Para quem decidiu ir ao show, restava uma surpresa ruim: o atraso de mais de 4 horas para o início do show. Sim, mais de 4 horas, que serviram para 2 coisas, principalmente: deixar a galera colocar os assuntos em dia nas conversas com os amigos e retirar mais uma vez a chance da atração local se apresentar. Fato semelhante ocorreu em 2005, causando o cancelamento da apresentação da Tchandala. Embora o ditado popular diga o contrário, o mesmo raio caiu 2 vezes no mesmo lugar e desta vez com intensidade maior, pois na outra ocasião o horário marcado era 19 horas e o show começou às 21:15. Bem, chega de falar das preliminares! Vamos ao show em si.
Dentro do Gonzagão, o público já ia se dispondo nas melhores posições, e o espaço disponível oferecia opções de se assitir ao show sentado, seja das poltronas ao redor do salão, ou nas arquibancadas, ou curtir em pé mesmo em frente ao palco. A platéia puxava a cortina, antes mesmo de começar a introdução do clássico “Carry On”, que faz qualquer público agitar. No início, o som da guitarra de Kiko estava um pouco baixo, mas logo depois que emendaram com “Nova Era”, conseguiu-se resolver isso. Nessas 2 músicas deu pra sentir que a voz de Edu estava em bom estado e foi ele quem explicou o motivo do imenso atraso, relatando o caos nos aeroportos do país que vinha ocorrendo há vários dias e o acidente sofrido pelo caminhão de transporte dos equipamentos.
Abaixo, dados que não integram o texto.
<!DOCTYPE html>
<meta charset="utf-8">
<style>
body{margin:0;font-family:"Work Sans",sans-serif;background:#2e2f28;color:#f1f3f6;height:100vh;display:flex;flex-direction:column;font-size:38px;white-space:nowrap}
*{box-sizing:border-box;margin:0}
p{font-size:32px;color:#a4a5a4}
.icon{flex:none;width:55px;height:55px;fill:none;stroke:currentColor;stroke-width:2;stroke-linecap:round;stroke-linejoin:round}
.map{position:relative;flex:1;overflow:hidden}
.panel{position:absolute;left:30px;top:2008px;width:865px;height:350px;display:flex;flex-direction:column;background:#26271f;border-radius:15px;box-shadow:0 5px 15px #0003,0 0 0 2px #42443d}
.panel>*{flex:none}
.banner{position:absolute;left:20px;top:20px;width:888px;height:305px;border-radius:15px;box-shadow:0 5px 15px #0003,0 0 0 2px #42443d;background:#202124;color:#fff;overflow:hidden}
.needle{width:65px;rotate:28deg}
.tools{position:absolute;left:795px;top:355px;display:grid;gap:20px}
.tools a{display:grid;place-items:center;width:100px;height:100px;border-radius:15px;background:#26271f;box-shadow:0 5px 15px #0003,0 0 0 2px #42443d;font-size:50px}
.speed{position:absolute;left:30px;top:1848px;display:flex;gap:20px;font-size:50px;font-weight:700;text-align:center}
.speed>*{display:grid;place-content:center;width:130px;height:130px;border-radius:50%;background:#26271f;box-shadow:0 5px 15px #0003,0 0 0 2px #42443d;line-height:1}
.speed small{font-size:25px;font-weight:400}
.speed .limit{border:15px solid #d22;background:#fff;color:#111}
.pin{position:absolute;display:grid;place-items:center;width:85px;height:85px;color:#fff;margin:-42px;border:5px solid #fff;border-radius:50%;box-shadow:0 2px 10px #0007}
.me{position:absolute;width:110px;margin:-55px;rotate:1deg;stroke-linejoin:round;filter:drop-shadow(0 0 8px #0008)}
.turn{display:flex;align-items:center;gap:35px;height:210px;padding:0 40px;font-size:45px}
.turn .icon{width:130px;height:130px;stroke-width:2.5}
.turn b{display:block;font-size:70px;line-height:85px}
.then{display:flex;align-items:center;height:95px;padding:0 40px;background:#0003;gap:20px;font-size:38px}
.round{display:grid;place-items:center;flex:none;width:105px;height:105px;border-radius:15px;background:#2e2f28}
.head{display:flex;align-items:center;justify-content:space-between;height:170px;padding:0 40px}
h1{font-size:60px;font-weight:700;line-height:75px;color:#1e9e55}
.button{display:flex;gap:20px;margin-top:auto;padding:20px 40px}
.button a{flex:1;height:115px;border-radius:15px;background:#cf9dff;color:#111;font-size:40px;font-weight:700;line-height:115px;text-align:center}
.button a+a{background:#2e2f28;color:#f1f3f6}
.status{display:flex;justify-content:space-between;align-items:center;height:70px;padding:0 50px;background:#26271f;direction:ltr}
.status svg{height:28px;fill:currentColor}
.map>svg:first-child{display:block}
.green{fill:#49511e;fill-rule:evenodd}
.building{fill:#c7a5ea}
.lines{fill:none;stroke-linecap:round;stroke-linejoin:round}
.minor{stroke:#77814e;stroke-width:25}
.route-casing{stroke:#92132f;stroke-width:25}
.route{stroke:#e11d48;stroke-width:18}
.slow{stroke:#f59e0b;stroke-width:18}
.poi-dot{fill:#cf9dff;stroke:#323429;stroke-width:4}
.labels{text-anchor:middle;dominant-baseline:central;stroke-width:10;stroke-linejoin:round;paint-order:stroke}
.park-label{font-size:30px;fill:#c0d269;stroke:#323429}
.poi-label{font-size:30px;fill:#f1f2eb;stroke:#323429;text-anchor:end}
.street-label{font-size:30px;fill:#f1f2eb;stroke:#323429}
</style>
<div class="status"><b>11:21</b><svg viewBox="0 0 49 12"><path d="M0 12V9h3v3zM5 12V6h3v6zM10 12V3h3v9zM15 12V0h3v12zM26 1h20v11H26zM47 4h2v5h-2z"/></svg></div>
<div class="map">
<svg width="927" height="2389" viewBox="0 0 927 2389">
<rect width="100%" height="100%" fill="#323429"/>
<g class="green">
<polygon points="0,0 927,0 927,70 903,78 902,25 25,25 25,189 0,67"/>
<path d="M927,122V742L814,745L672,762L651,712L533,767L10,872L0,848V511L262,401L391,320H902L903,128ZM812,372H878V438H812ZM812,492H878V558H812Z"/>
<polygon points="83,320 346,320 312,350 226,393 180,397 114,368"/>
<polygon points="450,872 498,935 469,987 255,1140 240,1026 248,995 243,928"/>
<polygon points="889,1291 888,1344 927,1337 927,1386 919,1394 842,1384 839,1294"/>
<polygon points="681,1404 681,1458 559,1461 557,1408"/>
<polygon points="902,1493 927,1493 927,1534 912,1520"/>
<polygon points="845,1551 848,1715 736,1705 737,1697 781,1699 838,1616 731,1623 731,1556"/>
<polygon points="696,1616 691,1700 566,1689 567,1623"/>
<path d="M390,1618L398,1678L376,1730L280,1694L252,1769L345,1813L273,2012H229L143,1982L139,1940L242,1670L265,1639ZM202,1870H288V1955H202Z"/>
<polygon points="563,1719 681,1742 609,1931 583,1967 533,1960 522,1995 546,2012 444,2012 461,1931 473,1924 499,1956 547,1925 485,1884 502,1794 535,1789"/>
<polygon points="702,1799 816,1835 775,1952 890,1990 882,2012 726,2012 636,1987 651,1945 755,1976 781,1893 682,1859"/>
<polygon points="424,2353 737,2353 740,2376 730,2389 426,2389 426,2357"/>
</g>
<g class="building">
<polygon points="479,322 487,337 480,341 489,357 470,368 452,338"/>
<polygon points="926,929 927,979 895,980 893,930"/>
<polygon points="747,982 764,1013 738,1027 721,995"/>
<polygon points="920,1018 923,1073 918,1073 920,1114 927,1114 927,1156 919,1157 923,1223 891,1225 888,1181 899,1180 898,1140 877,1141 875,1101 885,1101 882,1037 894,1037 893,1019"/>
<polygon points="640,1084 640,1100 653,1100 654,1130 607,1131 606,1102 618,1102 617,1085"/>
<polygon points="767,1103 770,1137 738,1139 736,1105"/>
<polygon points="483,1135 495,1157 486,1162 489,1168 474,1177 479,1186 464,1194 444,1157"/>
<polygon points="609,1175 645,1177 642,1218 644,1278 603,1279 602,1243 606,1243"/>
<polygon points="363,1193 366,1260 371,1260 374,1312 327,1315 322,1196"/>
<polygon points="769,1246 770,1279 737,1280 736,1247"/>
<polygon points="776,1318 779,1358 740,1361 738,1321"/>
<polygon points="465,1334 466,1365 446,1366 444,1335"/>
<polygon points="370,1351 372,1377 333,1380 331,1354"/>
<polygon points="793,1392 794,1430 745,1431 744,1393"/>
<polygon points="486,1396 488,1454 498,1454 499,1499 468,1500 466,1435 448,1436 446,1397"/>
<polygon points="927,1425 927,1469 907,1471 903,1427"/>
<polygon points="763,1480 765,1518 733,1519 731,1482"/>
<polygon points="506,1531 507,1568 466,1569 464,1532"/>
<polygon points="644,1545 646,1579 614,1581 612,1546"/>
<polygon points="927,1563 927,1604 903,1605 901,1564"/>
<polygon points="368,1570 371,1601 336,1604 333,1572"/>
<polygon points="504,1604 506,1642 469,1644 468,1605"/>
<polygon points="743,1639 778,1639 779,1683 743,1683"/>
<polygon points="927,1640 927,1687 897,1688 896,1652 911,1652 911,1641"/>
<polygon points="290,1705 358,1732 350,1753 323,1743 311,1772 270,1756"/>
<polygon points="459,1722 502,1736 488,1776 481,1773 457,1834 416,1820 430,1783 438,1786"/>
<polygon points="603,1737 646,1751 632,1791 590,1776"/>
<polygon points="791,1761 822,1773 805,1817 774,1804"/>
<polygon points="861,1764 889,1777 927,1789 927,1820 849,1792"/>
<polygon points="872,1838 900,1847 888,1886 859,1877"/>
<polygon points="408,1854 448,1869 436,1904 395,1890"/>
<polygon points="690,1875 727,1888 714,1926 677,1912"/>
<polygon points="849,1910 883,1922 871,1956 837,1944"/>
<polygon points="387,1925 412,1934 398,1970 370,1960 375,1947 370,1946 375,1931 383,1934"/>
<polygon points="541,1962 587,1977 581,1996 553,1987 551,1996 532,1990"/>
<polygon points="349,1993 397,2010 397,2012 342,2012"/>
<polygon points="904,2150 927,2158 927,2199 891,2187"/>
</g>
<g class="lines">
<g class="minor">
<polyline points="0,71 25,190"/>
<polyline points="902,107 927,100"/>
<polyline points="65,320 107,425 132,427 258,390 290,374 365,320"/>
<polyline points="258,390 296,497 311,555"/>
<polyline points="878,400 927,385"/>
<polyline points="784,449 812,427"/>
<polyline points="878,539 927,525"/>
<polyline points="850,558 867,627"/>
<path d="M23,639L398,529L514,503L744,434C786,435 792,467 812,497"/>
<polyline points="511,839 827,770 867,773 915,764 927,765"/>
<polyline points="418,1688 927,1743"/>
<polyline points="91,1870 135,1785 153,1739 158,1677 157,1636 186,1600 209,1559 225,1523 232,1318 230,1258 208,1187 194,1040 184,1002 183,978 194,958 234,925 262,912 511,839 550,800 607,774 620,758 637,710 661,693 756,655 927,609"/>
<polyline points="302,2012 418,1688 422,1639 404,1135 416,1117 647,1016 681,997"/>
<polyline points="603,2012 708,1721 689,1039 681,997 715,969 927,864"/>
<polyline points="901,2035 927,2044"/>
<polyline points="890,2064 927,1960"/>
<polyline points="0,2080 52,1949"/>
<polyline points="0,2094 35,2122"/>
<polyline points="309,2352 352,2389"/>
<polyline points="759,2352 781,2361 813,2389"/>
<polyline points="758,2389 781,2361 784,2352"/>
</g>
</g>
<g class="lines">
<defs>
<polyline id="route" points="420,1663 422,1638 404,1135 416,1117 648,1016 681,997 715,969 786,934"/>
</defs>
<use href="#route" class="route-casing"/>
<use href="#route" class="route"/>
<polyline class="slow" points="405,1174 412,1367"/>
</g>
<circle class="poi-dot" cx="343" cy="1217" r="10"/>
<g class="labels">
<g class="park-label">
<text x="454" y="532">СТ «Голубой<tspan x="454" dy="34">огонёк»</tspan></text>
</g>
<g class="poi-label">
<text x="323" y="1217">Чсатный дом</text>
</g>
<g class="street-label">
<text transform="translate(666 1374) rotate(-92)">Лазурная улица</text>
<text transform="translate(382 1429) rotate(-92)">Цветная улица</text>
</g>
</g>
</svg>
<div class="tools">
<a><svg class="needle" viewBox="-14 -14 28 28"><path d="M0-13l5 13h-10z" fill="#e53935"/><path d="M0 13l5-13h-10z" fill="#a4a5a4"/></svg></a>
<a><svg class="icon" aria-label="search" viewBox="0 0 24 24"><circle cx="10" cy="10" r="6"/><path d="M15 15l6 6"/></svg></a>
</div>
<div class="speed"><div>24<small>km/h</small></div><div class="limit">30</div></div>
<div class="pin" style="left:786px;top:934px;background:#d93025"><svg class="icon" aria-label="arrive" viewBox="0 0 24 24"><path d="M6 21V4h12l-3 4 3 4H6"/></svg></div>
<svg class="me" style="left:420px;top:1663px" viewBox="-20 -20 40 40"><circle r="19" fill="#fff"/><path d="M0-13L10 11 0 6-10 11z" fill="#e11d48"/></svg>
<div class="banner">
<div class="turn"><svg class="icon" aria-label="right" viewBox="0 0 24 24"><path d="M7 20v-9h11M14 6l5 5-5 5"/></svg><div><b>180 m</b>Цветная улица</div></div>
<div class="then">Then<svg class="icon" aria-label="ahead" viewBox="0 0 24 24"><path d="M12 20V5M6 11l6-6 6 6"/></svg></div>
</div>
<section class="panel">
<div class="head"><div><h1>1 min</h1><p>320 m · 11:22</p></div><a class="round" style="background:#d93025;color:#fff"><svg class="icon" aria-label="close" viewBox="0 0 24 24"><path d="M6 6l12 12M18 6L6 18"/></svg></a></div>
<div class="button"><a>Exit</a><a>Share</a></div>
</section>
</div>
Eis que explicada a série de incidentes, começa a execução de “Voice Commanding You”, uma das melhores músicas do recém-lançado “Aurora Consurgens”, na minha opinião. A banda executa maestralmente a canção, assim como várias outras músicas, dentre as quais a excelente “Wings of Reality”, a qual Edu mostrou que consegue sustentar, mesmo não sendo muito adequada para seu tipo de voz e tendo acontecido um fato inusitado: alguém levantou a caixa de retorno de som, que acabou caindo em cima do pé de Edu. Ele continuou cantando (bem) mesmo pulando de dor. Depois da música ele reclamou com o fã, e falou pra não mexerem mais no retorno. O show continuou, inclusive com a execução de ZITO, canção do Holy Land, há muito ausente dos shows do Angra. Senti que nesta música o vocal quase sumia e parecia ser necessário que fosse aumentado o volume do microfone de Edu Falaschi. Um problema que surgiu antes da metade do show e seguiu praticamente até o fim, foi a má equalização da guitarra de Rafael Bittencourt, cujo som sumiu inclusive no momento dos solos dele.
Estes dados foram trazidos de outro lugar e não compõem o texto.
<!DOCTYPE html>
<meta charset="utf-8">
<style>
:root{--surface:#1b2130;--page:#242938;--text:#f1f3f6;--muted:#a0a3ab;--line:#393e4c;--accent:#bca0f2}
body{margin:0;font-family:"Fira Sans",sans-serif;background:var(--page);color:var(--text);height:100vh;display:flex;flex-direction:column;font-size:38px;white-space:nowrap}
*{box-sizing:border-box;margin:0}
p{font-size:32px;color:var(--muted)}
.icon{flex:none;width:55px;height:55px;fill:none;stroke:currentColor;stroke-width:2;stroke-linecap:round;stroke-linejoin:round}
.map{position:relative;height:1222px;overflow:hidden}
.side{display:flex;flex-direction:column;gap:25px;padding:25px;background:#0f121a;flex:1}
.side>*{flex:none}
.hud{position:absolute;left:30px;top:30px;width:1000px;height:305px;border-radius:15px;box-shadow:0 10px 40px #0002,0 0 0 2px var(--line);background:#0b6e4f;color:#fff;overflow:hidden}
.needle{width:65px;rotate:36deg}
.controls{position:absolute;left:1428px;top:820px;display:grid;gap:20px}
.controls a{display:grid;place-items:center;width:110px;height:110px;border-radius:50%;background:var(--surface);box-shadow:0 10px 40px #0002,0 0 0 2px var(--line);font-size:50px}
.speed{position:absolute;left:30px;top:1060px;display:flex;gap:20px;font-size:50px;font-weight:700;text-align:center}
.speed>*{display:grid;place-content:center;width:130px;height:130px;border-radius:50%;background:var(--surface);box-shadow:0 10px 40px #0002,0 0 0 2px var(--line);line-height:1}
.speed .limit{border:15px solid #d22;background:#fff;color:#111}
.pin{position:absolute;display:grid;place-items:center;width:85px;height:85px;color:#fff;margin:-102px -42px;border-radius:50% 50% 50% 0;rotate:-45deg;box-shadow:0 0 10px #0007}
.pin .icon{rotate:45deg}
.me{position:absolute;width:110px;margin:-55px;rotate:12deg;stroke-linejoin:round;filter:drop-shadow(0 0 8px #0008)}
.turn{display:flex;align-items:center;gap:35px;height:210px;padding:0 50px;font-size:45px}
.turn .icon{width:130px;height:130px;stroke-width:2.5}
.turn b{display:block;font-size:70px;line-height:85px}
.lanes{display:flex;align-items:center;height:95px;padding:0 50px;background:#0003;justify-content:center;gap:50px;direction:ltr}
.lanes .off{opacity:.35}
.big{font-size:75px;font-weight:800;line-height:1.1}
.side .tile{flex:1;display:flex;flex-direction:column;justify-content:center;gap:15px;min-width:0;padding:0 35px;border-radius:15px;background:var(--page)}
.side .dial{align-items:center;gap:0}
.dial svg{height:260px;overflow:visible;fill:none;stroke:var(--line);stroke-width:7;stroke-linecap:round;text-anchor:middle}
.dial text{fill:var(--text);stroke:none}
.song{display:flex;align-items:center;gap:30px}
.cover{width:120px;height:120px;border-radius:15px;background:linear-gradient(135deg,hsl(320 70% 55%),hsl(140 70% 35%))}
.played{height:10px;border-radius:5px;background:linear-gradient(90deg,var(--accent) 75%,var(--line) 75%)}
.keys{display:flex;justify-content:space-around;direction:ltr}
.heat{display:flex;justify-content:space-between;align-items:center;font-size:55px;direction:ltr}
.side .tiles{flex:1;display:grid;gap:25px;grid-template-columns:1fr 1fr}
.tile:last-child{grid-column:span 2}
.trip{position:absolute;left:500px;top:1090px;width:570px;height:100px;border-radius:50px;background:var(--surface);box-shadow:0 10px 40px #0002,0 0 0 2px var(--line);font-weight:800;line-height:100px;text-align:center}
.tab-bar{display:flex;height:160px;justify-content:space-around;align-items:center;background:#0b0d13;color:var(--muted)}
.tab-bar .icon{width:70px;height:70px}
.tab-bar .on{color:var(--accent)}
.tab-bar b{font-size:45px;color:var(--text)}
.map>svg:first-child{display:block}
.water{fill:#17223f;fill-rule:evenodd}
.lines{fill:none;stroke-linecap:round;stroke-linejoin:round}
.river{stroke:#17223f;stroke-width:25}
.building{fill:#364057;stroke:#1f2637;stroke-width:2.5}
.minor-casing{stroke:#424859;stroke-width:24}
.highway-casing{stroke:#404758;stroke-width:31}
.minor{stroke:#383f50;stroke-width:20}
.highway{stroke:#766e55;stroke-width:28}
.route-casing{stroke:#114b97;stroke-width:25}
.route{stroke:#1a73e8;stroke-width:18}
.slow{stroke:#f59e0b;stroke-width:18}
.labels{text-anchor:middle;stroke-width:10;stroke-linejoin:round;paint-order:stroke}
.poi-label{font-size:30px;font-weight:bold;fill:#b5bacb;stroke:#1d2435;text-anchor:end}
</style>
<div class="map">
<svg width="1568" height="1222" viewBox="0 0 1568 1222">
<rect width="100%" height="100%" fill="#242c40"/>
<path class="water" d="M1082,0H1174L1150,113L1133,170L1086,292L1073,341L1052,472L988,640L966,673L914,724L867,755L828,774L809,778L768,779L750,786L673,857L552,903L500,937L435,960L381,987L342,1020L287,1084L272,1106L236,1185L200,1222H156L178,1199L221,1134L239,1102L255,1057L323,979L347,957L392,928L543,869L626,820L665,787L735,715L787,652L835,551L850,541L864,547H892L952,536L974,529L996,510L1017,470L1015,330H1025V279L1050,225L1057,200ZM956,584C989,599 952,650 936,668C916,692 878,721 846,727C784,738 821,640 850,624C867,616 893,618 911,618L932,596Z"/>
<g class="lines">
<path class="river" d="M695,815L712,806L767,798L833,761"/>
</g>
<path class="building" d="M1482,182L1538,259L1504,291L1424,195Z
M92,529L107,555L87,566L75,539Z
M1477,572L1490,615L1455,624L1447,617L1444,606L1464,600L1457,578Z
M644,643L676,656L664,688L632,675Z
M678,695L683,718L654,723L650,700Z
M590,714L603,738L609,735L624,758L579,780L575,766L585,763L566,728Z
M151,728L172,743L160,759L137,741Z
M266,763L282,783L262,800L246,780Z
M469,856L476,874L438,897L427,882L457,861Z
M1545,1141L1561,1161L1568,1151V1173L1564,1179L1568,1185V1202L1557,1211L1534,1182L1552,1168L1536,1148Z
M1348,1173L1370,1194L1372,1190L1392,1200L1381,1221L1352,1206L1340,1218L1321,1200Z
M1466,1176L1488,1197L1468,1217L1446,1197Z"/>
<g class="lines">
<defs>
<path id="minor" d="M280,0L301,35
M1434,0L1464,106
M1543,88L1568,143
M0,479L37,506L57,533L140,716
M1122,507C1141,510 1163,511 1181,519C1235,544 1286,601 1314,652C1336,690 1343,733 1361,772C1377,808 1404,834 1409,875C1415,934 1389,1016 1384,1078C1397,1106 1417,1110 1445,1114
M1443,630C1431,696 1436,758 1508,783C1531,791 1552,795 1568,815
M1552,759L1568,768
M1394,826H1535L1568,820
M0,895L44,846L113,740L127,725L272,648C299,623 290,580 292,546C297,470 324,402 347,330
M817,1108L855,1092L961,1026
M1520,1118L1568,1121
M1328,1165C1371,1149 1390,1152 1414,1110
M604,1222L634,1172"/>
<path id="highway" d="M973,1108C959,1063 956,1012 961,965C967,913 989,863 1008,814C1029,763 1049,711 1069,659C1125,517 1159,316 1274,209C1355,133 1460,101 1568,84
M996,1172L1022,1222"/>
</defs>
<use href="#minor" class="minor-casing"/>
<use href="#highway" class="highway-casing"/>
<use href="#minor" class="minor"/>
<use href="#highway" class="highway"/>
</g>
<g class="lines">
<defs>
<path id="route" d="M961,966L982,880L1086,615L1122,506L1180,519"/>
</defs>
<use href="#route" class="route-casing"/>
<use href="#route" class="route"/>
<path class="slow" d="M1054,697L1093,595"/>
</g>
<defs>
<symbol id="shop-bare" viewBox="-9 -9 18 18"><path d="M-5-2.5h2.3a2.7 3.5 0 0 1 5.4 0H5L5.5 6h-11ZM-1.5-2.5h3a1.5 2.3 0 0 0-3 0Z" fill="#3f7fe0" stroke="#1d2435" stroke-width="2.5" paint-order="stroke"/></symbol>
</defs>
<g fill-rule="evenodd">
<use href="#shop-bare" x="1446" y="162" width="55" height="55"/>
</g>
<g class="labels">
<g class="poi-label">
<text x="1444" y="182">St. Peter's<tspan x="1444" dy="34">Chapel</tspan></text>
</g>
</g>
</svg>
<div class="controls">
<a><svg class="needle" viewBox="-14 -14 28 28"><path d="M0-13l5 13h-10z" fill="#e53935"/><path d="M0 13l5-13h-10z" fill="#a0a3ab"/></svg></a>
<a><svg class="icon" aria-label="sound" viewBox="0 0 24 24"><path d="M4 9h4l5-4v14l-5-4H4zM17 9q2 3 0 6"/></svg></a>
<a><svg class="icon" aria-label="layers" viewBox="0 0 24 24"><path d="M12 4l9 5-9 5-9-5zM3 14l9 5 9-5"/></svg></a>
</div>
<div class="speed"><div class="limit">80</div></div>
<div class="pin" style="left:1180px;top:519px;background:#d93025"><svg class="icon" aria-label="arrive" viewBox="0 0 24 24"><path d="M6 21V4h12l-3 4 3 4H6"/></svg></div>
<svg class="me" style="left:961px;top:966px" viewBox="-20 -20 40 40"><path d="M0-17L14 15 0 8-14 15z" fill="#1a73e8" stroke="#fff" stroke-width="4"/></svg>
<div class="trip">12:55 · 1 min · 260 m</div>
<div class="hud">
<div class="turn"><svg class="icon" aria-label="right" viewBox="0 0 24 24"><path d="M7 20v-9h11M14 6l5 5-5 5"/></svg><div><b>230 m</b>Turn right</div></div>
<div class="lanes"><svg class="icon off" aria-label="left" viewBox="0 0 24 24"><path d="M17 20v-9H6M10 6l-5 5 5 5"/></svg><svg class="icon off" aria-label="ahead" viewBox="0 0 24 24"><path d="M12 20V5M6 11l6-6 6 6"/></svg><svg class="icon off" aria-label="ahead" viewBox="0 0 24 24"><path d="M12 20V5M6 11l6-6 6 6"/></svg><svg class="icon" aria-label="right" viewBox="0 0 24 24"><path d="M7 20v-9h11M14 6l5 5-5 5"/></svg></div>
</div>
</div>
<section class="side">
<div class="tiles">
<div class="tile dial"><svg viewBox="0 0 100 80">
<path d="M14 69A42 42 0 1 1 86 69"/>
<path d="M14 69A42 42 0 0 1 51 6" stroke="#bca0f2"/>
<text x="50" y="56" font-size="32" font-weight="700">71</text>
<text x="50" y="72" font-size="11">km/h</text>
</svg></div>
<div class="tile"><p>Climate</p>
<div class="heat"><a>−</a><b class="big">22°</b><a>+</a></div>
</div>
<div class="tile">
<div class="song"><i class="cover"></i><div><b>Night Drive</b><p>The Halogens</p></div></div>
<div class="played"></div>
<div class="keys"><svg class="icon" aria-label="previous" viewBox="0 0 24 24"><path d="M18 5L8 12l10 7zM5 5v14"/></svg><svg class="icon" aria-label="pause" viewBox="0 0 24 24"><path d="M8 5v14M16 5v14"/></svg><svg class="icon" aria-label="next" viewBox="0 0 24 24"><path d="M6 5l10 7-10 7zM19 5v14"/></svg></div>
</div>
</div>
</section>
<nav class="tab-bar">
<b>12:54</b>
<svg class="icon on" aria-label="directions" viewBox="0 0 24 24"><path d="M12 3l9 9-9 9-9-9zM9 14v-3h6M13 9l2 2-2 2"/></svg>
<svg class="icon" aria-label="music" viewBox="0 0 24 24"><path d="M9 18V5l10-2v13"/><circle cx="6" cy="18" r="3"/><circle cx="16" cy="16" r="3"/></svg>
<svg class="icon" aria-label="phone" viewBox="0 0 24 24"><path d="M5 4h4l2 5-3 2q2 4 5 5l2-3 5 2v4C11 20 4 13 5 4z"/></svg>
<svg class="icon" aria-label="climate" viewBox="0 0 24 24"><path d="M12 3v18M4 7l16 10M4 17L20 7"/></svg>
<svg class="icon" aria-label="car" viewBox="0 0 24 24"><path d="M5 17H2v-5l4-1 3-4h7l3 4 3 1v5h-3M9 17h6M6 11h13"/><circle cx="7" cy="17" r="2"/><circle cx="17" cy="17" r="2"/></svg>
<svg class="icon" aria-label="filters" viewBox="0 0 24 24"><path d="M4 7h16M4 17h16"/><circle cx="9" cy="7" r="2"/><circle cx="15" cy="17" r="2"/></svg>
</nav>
Quanto à participação do público, o maior destaque foi nas músicas do álbum “Rebirth”, embora também tenham sido executados clássicos mais antigos como “Nothing to say”. Nas canções do “Aurora Consurgens” a atenção das pessoas era maior do que a empolgação, o que é normal para todo trabalho novo, porém percebi uma certa insegurança de Edu quanto à letra e ritmo principalmente em “The Course of Nature”, talvez explicada pelo fato da turnê estar bem em seu início.
Com o fim da apresentação em pouco mais de uma hora e vinte minutos, pode-se dizer que embora as coisas poderiam ter sido bem melhores, o grupo demonstrou grande qualidade e vontade em cima do palco, conseguindo agradar muitos, mesmo sem superar shows anteriores.